» Exercise objective
Every line below that includes the word "service" needs to be copied.

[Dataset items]
┏━━

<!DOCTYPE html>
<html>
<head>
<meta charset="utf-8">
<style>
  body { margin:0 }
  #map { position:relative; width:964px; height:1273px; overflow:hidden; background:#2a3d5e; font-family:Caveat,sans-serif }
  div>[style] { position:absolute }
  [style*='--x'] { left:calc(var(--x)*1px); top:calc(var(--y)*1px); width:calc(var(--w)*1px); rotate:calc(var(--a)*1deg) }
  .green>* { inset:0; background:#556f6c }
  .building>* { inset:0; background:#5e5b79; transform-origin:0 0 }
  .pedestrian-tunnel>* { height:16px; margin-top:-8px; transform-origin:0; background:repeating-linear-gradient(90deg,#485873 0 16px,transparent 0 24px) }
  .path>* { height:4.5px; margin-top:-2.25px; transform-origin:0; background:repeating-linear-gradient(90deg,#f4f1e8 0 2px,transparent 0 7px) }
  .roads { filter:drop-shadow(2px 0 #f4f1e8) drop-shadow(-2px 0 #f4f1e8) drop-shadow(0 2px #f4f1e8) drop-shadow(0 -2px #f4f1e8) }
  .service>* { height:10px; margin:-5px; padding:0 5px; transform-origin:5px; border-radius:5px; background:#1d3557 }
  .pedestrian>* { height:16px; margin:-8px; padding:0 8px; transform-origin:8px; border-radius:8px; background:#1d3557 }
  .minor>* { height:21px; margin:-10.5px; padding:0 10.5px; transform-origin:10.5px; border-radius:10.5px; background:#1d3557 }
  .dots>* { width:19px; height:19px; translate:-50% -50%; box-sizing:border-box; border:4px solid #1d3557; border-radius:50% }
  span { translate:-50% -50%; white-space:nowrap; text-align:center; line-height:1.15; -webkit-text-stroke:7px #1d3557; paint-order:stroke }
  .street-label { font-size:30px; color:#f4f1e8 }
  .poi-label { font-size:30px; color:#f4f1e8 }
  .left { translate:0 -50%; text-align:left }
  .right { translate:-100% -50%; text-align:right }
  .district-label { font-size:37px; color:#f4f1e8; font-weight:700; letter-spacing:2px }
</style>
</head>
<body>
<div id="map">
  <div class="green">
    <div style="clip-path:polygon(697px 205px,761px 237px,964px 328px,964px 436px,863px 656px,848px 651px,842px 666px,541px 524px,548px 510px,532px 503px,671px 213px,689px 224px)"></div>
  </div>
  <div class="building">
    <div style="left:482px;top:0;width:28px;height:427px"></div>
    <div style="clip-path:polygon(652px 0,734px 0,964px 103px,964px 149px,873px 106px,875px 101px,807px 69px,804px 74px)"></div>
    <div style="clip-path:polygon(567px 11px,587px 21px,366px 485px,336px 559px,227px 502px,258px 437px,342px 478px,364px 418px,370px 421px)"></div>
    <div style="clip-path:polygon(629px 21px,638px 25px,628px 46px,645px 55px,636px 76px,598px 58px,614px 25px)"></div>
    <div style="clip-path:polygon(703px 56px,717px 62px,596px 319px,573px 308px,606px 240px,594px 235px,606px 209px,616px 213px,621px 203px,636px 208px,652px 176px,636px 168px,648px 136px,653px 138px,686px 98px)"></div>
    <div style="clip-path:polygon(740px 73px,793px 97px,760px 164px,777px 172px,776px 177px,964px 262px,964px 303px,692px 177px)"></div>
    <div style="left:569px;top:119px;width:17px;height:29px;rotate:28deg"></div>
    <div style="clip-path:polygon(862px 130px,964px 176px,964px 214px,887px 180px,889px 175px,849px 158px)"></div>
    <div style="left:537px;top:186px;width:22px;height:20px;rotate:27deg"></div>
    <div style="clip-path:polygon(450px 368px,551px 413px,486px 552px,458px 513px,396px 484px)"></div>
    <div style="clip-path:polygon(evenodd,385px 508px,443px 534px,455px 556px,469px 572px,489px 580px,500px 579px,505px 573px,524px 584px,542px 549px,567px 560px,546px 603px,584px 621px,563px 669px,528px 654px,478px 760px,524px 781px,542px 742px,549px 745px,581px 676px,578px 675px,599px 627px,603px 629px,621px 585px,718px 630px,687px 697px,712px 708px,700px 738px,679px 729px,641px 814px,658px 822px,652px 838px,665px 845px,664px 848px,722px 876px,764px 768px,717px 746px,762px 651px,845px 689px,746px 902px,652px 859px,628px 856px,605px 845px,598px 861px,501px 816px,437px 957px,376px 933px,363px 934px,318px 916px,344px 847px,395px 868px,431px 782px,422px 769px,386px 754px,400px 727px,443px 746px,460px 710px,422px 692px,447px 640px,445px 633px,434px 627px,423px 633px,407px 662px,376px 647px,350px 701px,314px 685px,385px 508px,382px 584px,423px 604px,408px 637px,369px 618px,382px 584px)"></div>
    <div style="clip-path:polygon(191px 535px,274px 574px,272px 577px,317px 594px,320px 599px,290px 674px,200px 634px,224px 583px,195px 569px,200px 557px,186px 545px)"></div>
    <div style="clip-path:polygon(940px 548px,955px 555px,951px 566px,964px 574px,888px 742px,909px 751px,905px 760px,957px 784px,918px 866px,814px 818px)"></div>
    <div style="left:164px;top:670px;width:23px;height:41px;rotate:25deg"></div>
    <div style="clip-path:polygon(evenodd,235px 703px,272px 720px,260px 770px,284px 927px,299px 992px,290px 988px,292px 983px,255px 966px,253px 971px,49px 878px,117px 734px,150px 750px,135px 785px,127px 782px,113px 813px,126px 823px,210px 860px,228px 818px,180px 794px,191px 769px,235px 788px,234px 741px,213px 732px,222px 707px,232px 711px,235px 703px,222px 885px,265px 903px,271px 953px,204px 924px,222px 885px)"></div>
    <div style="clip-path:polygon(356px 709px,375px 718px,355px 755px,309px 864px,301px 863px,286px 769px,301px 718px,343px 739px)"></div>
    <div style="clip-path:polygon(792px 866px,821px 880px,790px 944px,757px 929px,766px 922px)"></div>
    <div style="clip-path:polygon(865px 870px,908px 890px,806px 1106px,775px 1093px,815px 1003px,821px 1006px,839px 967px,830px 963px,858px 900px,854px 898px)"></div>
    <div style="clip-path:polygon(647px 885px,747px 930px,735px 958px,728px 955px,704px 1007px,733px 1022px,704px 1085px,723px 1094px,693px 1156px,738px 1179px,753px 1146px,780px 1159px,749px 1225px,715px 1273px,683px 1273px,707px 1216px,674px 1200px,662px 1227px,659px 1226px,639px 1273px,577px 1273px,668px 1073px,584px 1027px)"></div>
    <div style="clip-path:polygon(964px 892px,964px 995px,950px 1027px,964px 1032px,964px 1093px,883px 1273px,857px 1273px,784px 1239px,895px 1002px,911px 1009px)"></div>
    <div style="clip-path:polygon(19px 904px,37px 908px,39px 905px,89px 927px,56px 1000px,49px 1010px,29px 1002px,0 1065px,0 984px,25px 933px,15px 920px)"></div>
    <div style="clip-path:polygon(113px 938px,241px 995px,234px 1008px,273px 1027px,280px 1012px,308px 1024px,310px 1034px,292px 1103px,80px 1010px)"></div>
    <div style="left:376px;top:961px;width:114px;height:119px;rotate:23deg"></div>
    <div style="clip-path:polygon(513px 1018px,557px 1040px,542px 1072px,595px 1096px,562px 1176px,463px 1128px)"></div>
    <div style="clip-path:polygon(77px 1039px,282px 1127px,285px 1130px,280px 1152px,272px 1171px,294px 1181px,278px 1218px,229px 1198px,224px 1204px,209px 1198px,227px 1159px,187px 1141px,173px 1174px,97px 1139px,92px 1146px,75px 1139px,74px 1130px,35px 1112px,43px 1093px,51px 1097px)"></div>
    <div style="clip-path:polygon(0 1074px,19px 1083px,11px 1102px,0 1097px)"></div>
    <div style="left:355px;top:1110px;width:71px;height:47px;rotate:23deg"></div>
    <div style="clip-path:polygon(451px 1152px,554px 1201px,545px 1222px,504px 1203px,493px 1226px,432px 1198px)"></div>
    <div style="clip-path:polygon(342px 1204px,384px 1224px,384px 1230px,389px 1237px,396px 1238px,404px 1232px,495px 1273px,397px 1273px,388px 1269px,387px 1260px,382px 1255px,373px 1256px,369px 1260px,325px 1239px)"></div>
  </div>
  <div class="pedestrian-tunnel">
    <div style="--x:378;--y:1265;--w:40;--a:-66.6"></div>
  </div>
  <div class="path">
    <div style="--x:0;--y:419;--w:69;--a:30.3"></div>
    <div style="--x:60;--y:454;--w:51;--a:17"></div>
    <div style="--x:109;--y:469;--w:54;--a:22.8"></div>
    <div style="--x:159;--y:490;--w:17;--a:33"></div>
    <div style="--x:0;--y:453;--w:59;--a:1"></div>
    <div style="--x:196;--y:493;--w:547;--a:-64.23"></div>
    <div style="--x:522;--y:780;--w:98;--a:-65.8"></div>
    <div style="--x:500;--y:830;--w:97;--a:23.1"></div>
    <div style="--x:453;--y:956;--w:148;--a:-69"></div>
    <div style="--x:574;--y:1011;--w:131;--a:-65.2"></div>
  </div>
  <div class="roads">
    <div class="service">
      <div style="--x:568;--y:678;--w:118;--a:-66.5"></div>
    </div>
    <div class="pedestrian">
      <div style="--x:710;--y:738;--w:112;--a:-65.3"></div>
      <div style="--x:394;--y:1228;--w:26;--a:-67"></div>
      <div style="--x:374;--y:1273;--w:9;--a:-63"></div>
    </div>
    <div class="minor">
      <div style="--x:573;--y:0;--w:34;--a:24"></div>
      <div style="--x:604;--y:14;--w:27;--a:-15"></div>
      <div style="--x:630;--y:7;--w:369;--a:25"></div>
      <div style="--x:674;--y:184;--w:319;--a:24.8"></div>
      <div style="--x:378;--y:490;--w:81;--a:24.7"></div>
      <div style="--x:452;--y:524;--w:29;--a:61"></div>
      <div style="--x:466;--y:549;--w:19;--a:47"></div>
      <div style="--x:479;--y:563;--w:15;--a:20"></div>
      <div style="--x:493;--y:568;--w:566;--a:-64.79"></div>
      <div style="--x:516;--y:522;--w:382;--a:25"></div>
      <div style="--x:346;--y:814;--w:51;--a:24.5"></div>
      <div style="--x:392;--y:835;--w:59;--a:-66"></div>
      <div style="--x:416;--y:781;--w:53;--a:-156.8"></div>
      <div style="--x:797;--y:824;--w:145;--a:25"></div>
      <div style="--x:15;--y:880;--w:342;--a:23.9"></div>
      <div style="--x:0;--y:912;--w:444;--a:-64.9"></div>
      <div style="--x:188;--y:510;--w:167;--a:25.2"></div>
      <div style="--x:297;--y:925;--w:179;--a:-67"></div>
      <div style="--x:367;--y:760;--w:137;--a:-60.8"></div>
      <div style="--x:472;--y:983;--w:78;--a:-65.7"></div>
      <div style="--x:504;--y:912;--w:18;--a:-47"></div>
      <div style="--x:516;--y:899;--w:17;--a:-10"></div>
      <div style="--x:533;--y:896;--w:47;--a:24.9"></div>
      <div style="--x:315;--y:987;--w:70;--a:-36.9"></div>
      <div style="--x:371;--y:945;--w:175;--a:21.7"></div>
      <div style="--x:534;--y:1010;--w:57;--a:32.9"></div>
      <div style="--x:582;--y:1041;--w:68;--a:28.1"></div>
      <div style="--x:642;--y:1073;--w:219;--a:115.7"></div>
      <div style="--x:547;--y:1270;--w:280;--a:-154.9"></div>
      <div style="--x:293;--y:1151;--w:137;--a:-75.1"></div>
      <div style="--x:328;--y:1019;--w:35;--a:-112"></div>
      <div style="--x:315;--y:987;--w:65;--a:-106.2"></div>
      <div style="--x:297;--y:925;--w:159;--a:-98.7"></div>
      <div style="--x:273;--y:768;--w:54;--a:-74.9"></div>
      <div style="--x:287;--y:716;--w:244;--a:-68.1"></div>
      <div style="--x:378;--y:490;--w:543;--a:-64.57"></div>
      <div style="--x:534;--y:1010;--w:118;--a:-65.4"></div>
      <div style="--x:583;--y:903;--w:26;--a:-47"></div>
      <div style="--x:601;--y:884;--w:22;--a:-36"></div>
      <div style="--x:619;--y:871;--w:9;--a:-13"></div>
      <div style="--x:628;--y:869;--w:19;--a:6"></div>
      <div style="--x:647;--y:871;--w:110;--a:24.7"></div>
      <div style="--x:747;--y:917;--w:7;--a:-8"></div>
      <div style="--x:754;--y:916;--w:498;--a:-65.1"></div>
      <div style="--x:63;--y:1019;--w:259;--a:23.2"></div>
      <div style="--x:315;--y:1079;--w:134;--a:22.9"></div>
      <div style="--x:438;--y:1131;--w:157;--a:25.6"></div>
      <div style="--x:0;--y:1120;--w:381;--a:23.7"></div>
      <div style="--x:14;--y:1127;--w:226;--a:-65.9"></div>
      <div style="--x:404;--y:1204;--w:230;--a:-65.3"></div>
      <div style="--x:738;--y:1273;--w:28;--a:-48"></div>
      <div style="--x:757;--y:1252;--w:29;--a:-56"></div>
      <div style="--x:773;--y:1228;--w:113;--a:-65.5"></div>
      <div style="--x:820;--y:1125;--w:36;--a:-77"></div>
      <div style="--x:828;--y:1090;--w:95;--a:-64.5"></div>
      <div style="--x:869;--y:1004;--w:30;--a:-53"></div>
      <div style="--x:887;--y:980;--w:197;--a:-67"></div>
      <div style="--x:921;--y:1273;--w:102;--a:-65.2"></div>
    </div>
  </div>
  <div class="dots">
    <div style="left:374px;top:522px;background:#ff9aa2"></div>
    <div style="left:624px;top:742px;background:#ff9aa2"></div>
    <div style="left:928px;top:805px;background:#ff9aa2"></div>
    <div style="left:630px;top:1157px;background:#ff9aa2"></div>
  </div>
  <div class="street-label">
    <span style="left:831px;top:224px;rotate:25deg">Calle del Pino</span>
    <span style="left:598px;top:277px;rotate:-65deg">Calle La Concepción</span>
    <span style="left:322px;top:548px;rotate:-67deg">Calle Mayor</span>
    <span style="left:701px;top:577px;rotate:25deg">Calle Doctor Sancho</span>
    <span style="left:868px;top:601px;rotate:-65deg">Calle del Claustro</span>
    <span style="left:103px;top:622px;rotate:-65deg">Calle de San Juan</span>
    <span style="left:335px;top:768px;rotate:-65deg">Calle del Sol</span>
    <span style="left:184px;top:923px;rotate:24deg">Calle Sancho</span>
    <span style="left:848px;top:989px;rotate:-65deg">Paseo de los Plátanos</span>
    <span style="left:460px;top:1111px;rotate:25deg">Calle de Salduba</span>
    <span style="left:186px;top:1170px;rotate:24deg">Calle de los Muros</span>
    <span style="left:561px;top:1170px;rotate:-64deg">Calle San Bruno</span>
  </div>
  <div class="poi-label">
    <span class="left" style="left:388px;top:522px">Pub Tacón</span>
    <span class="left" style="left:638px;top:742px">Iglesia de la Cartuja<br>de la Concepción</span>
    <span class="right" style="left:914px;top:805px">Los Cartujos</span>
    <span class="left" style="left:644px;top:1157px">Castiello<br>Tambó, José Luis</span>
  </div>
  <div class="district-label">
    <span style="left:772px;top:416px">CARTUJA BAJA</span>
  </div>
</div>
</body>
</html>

┗━━

» Response
  .service>* { height:10px; margin:-5px; padding:0 5px; transform-origin:5px; border-radius:5px; background:#1d3557 }
    <div class="service">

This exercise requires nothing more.